» **WORK REQUEST**
Scan the data beneath this task and copy each line that includes "Virgen".

» **EXTRACTED MATERIAL**
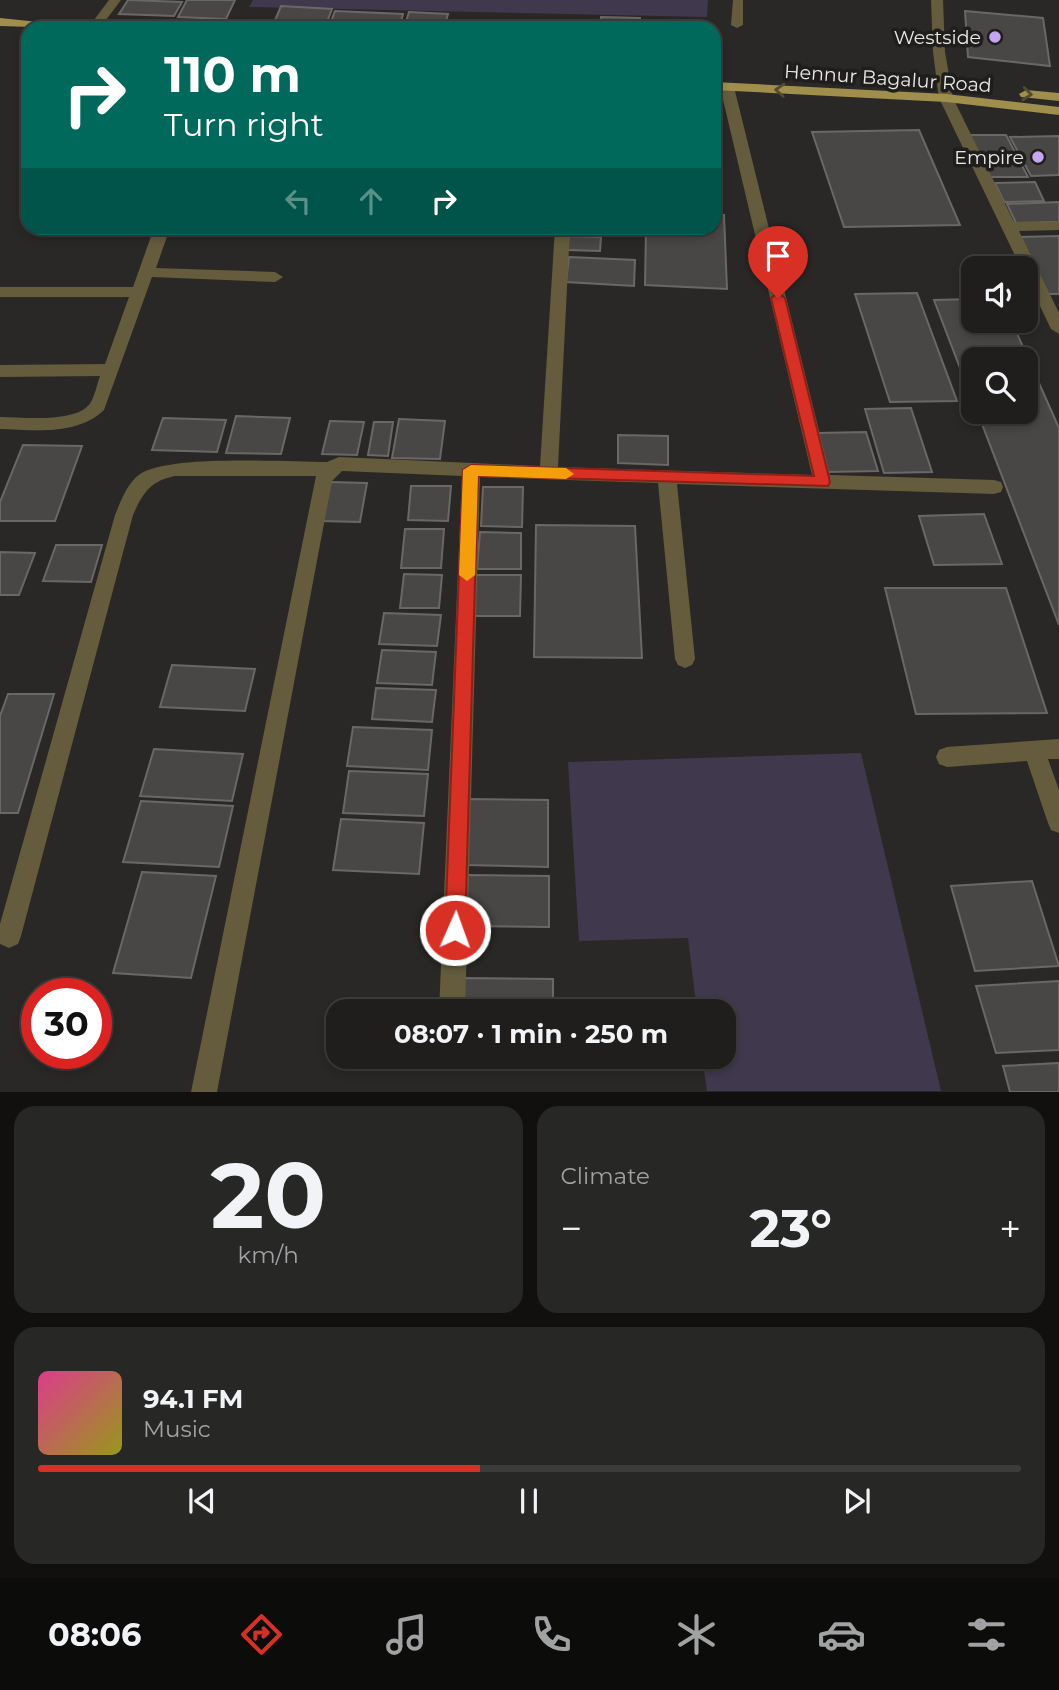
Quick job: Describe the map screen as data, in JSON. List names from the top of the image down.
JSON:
{
  "streets": {
    "main road": ["Hennur Bagalur Road"]
  },
  "places": ["Westside", "Empire"],
  "page": {
    "turn": ["110 m", "Turn right"],
    "limit": "30",
    "trip": "08:07 · 1 min · 250 m",
    "tile": [
      ["20", "km/h"],
      "Climate"
    ],
    "heat": ["−", "23°", "+"],
    "song": ["94.1 FM", "Music"],
    "tabs": "08:06"
  }
}
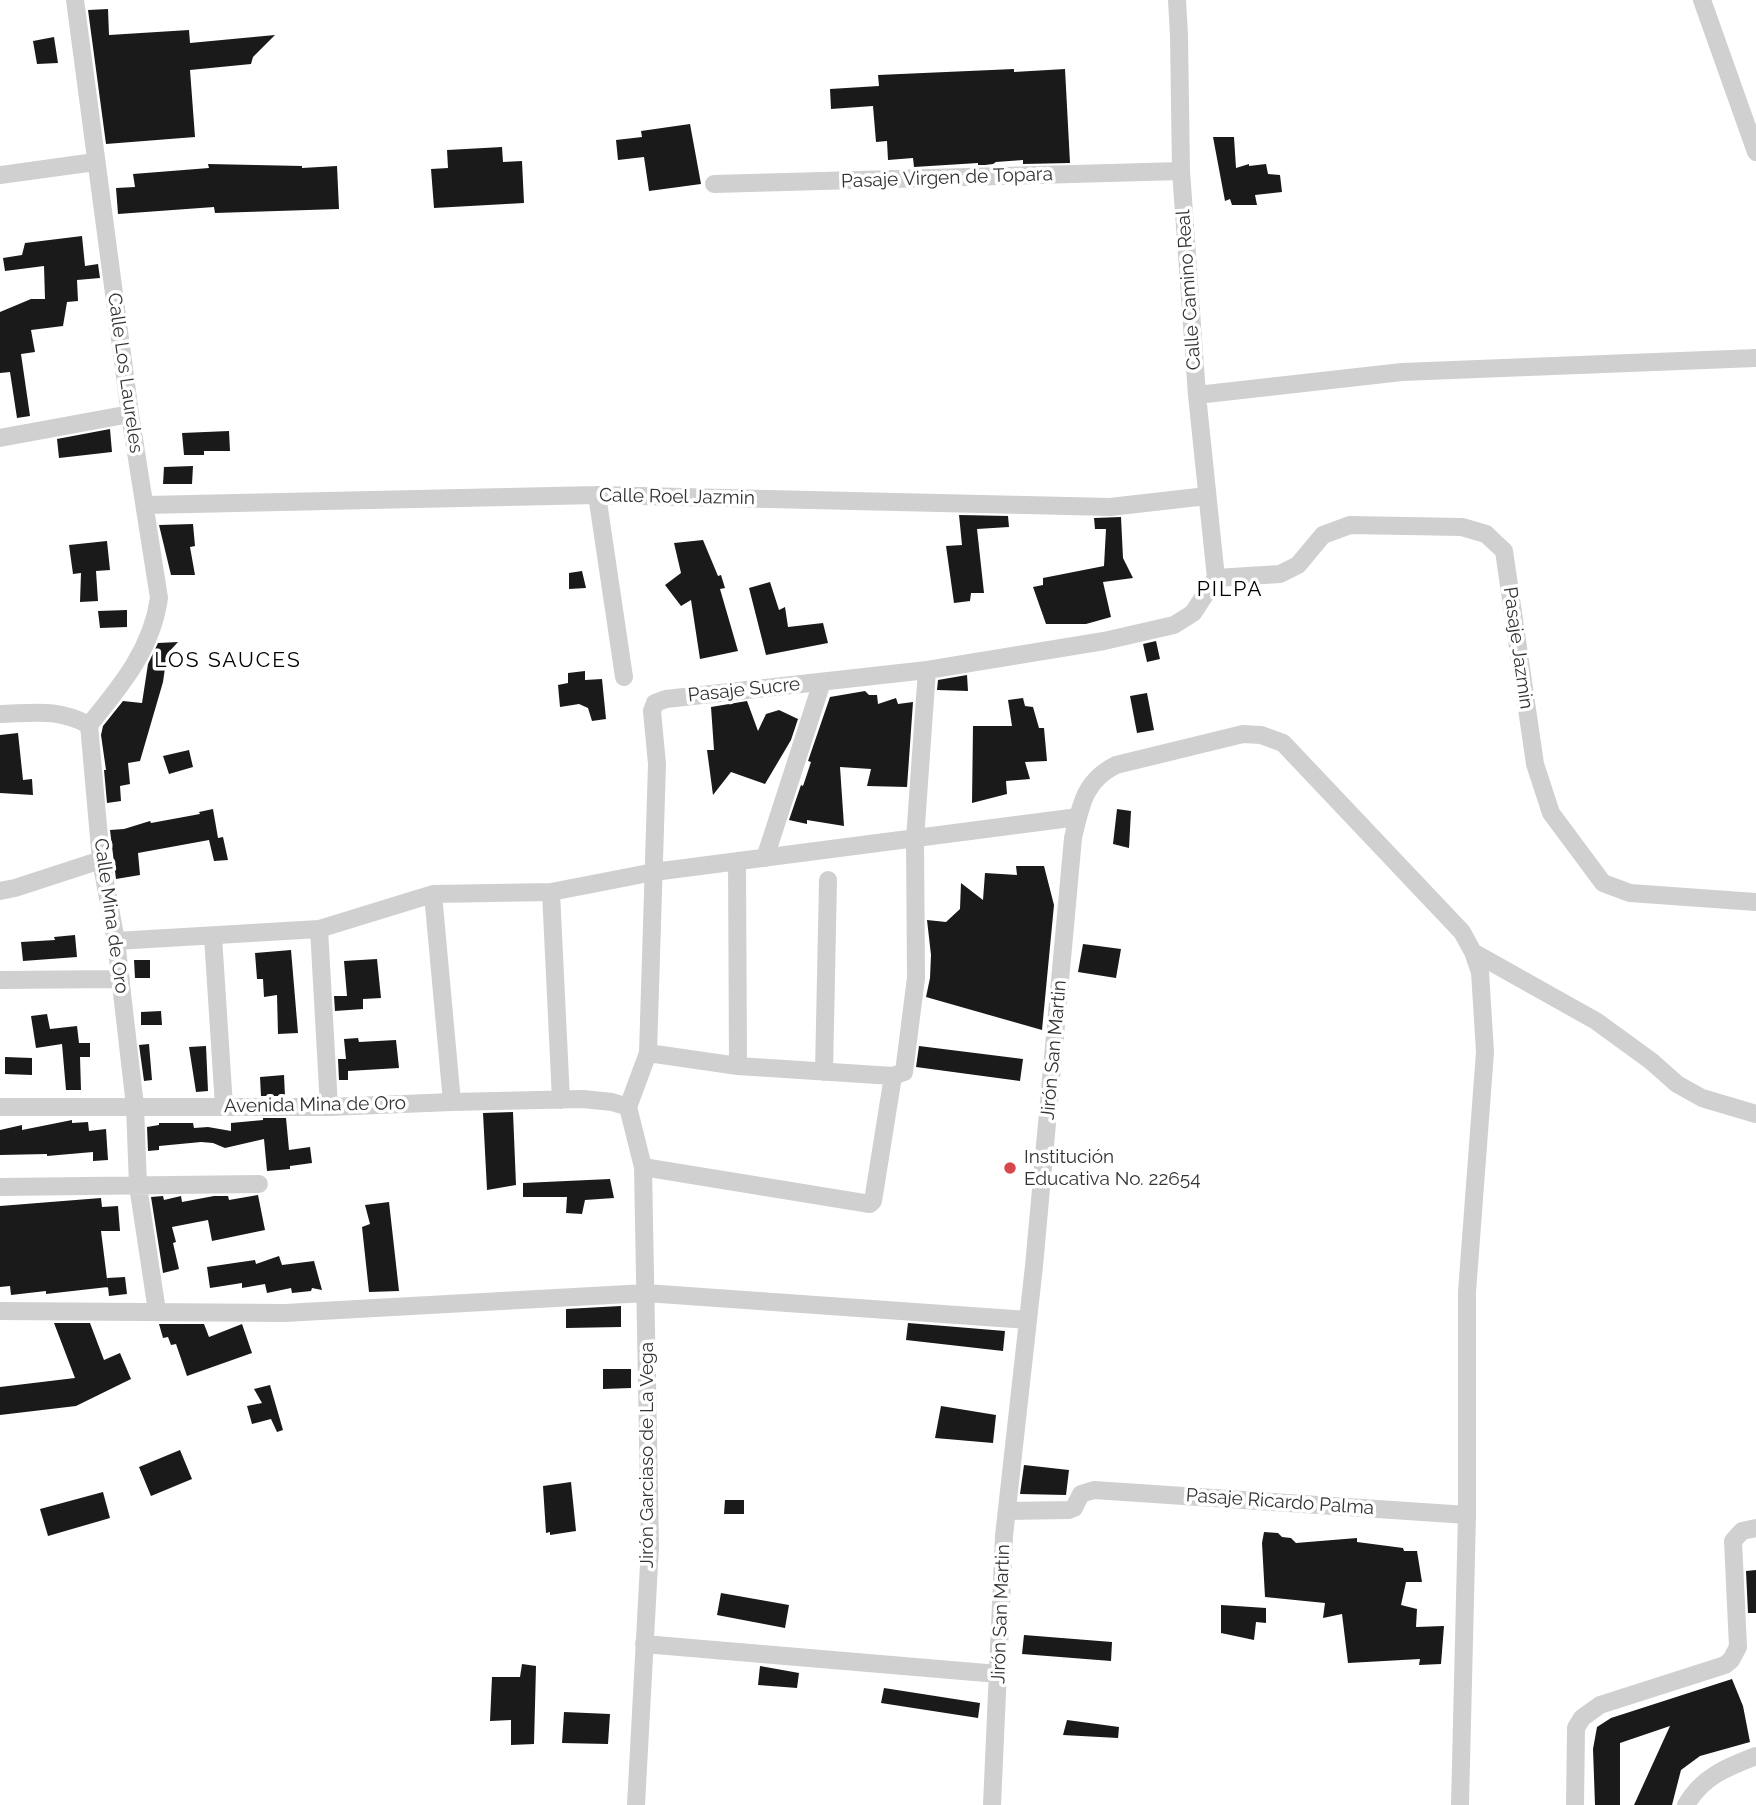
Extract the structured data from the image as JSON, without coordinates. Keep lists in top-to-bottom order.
{
  "streets": {
    "street": [
      "Pasaje Virgen de Topara",
      "Calle Camino Real",
      "Calle Los Laureles",
      "Calle Roel Jazmin",
      "Pasaje Jazmin",
      "Pasaje Sucre",
      "Calle Mina de Oro",
      "Jirón San Martin",
      "Avenida Mina de Oro",
      "Jirón Garciaso de La Vega",
      "Pasaje Ricardo Palma"
    ]
  },
  "crossings": [
    ["Pasaje Virgen de Topara", "Calle Camino Real"],
    ["Calle Camino Real", "Calle Roel Jazmin"],
    ["Calle Camino Real", "Pasaje Jazmin"],
    ["Calle Camino Real", "Pasaje Sucre"],
    ["Calle Los Laureles", "Calle Roel Jazmin"],
    ["Calle Los Laureles", "Calle Mina de Oro"],
    ["Pasaje Jazmin", "Pasaje Sucre"],
    ["Pasaje Sucre", "Avenida Mina de Oro"],
    ["Pasaje Sucre", "Jirón Garciaso de La Vega"],
    ["Calle Mina de Oro", "Avenida Mina de Oro"],
    ["Jirón San Martin", "Pasaje Ricardo Palma"],
    ["Avenida Mina de Oro", "Jirón Garciaso de La Vega"]
  ],
  "districts": ["PILPA", "LOS SAUCES"],
  "places": ["Institución Educativa No. 22654"]
}
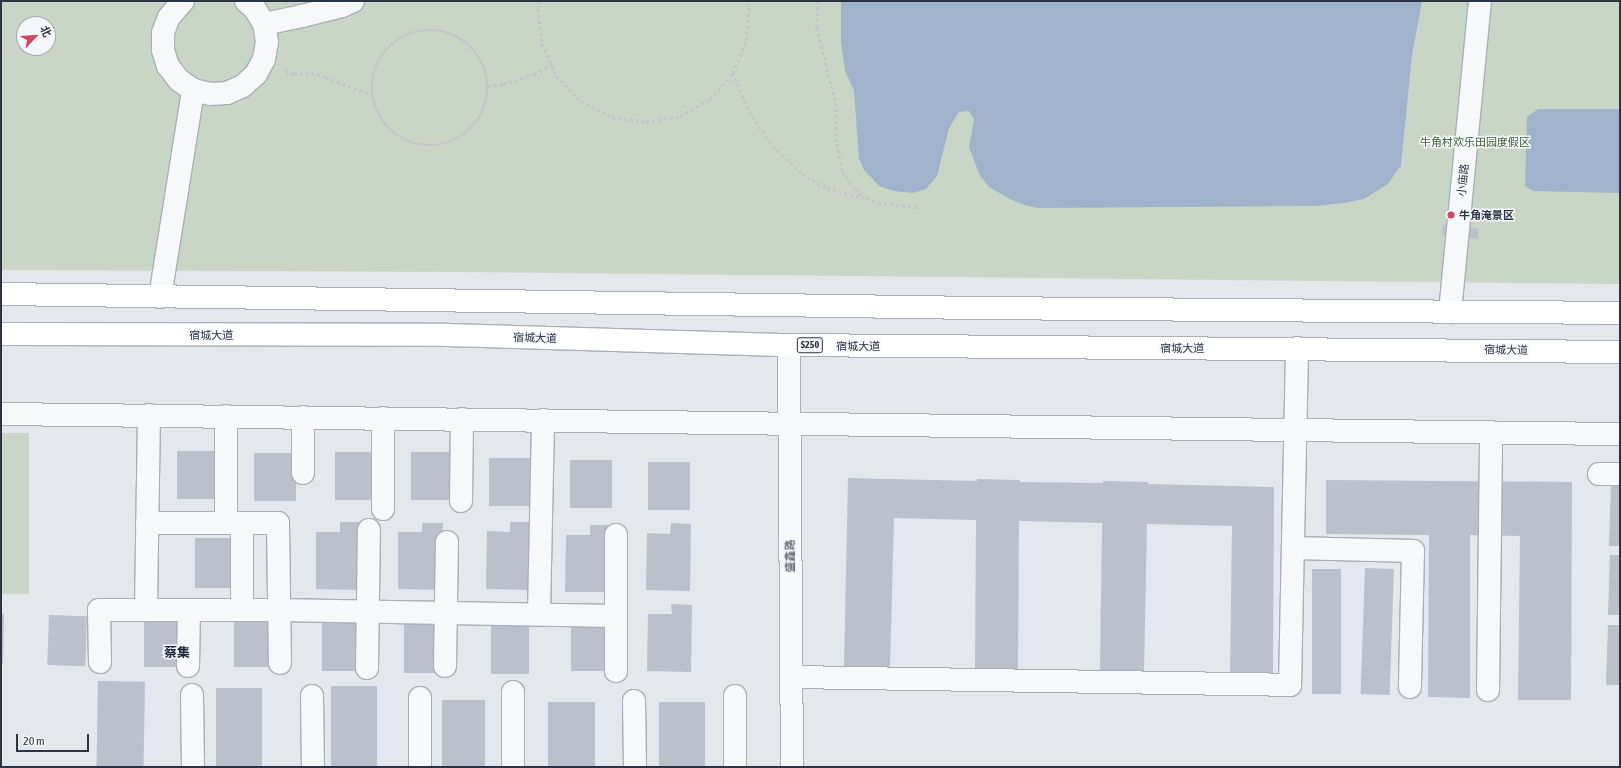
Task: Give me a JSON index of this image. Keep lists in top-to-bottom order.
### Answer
{
  "streets": {
    "main road": ["宿城大道", "S250"],
    "street": ["小庙路", "盛鑫路"]
  },
  "crossings": [
    ["宿城大道", "盛鑫路"]
  ],
  "districts": ["蔡集"],
  "parks": ["牛角村欢乐田园度假区"],
  "places": ["牛角淹景区"],
  "scale_bar": "20 m",
  "north": "top right"
}
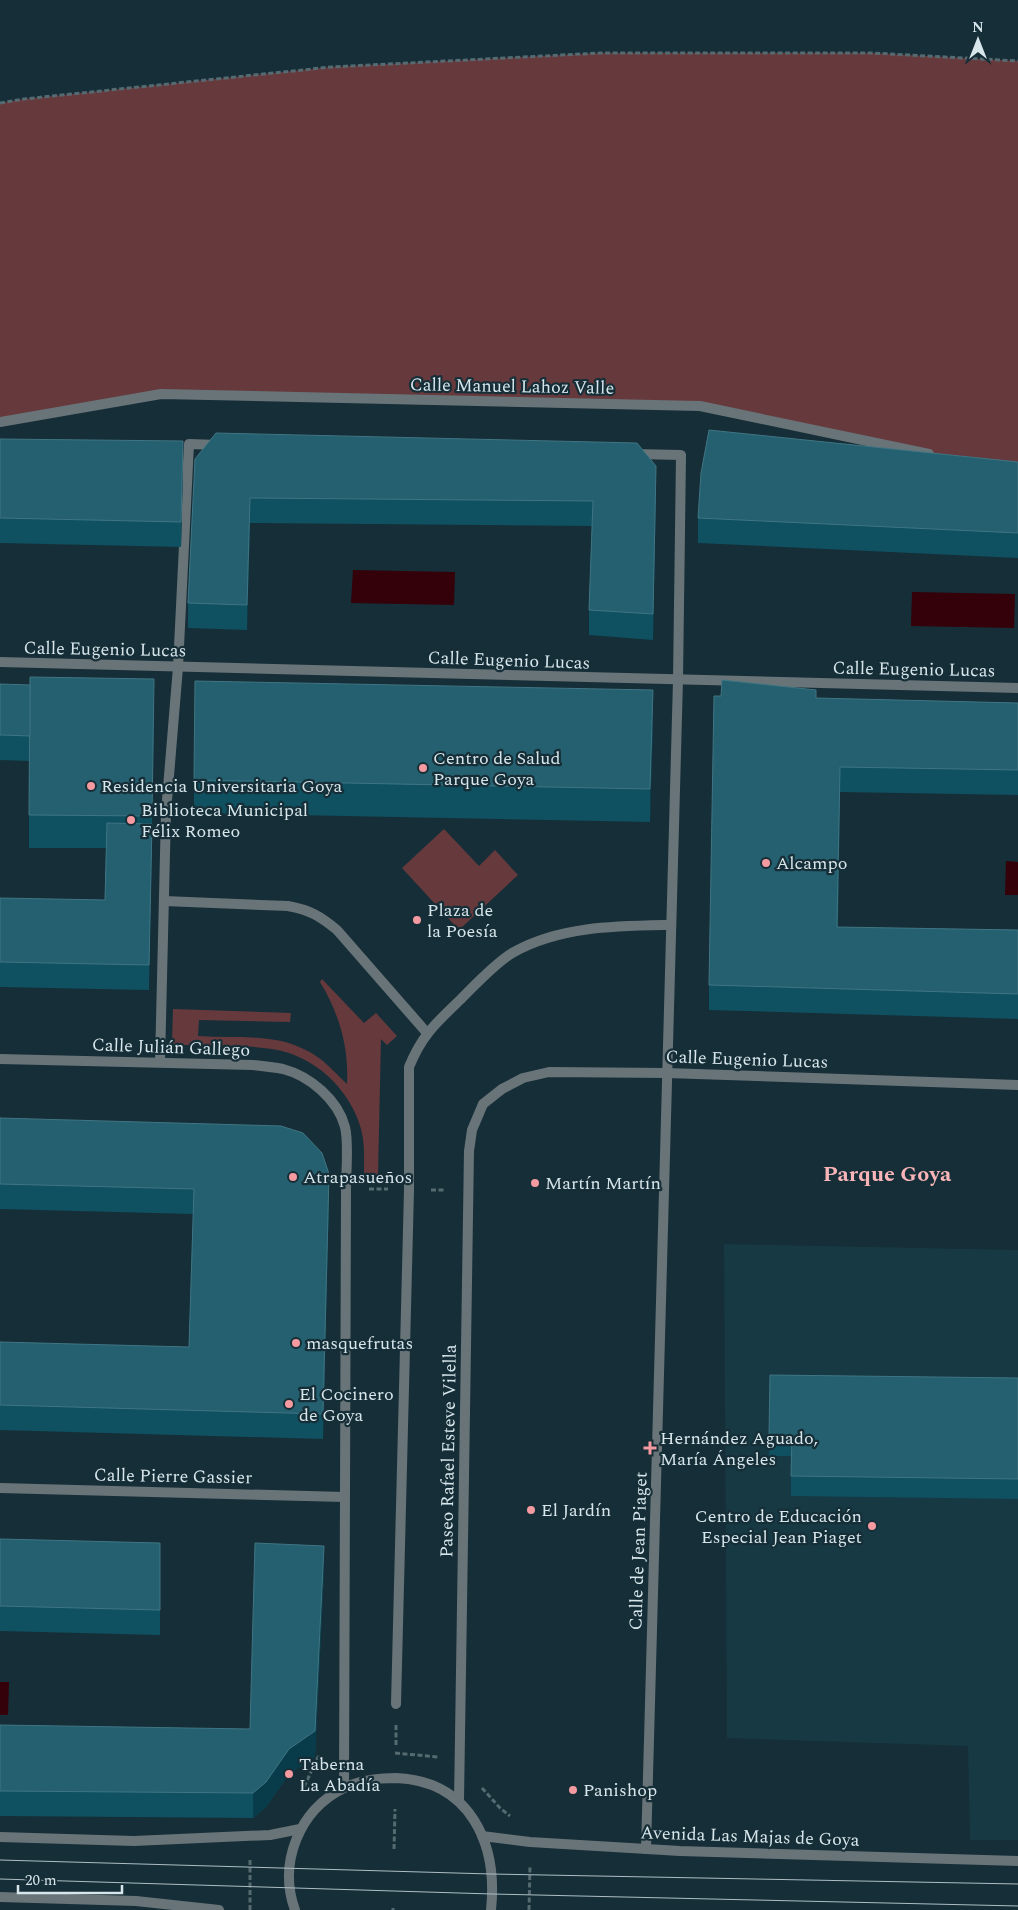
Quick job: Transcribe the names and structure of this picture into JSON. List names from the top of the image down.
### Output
{
  "streets": {
    "street": [
      "Calle Manuel Lahoz Valle",
      "Calle Eugenio Lucas",
      "Calle Julián Gallego",
      "Paseo Rafael Esteve Vilella",
      "Calle Pierre Gassier",
      "Calle de Jean Piaget",
      "Avenida Las Majas de Goya"
    ]
  },
  "crossings": [
    ["Calle Eugenio Lucas", "Paseo Rafael Esteve Vilella"],
    ["Calle Eugenio Lucas", "Calle de Jean Piaget"],
    ["Calle Julián Gallego", "Calle Pierre Gassier"],
    ["Calle de Jean Piaget", "Avenida Las Majas de Goya"]
  ],
  "districts": ["Parque Goya"],
  "places": {
    "other": [
      "Centro de Salud Parque Goya",
      "Residencia Universitaria Goya",
      "Biblioteca Municipal Félix Romeo",
      "Alcampo",
      "Plaza de la Poesía",
      "Atrapasueños",
      "Martín Martín",
      "masquefrutas",
      "El Cocinero de Goya",
      "El Jardín",
      "Centro de Educación Especial Jean Piaget",
      "Taberna La Abadía",
      "Panishop"
    ],
    "health": ["Hernández Aguado, María Ángeles"]
  },
  "scale_bar": "20 m",
  "north": "top"
}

» **OUTPUT OF THE TASK**
      "Pasaje Virgen de Topara",
    ["Pasaje Virgen de Topara", "Calle Camino Real"],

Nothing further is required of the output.